(INFORMATION):

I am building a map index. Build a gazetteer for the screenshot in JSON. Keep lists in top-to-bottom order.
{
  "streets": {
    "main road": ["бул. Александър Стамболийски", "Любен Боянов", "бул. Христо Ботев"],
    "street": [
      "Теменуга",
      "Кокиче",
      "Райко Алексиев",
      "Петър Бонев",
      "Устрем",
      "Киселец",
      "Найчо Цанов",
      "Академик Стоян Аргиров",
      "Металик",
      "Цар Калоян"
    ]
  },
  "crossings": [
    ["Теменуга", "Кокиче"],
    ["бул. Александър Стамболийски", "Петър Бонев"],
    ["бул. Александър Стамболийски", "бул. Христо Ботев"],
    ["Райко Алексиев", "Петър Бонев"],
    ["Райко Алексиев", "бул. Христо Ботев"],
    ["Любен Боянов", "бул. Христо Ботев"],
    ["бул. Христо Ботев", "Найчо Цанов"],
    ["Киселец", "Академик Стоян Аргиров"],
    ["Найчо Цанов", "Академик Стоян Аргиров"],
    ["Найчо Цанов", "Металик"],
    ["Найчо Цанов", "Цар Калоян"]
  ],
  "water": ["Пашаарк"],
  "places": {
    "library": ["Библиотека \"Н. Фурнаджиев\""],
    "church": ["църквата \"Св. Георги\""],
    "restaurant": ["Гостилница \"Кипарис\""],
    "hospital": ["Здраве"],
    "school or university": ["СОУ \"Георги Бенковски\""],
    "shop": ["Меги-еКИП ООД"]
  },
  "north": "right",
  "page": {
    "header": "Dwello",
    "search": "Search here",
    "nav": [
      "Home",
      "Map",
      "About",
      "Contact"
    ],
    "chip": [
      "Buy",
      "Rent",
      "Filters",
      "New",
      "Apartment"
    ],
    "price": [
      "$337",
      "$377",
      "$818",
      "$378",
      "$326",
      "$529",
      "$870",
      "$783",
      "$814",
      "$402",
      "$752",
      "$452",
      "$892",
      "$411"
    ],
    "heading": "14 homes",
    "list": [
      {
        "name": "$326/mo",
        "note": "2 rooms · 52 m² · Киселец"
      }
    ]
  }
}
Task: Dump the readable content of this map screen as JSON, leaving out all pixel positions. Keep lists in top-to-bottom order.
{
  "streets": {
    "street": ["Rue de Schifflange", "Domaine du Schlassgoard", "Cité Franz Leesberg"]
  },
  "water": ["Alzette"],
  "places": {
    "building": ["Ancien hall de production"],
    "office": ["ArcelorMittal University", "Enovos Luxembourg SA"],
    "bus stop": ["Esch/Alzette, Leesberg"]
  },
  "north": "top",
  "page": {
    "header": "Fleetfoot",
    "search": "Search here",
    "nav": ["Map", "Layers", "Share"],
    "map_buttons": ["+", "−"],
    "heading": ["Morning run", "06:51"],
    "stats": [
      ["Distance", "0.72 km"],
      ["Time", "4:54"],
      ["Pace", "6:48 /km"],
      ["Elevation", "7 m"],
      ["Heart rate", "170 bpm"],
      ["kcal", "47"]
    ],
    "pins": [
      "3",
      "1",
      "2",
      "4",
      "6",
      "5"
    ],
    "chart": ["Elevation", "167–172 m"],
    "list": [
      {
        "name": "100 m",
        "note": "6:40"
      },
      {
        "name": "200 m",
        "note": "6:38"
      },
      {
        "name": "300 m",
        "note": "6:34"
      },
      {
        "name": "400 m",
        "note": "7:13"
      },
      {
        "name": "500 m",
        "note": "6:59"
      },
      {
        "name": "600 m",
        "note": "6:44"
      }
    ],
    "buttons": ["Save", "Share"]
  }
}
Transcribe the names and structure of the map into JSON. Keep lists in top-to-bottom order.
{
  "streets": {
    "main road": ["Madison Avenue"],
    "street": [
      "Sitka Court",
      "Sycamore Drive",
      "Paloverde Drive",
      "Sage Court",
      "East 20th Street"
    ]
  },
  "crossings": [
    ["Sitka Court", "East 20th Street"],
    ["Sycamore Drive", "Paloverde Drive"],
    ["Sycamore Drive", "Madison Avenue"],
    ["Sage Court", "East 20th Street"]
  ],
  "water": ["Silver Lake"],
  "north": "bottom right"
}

(BRIEF): Determine how many lines of the data contain "Александър" and give nothing but that number.

(RESPONSE BOX): 3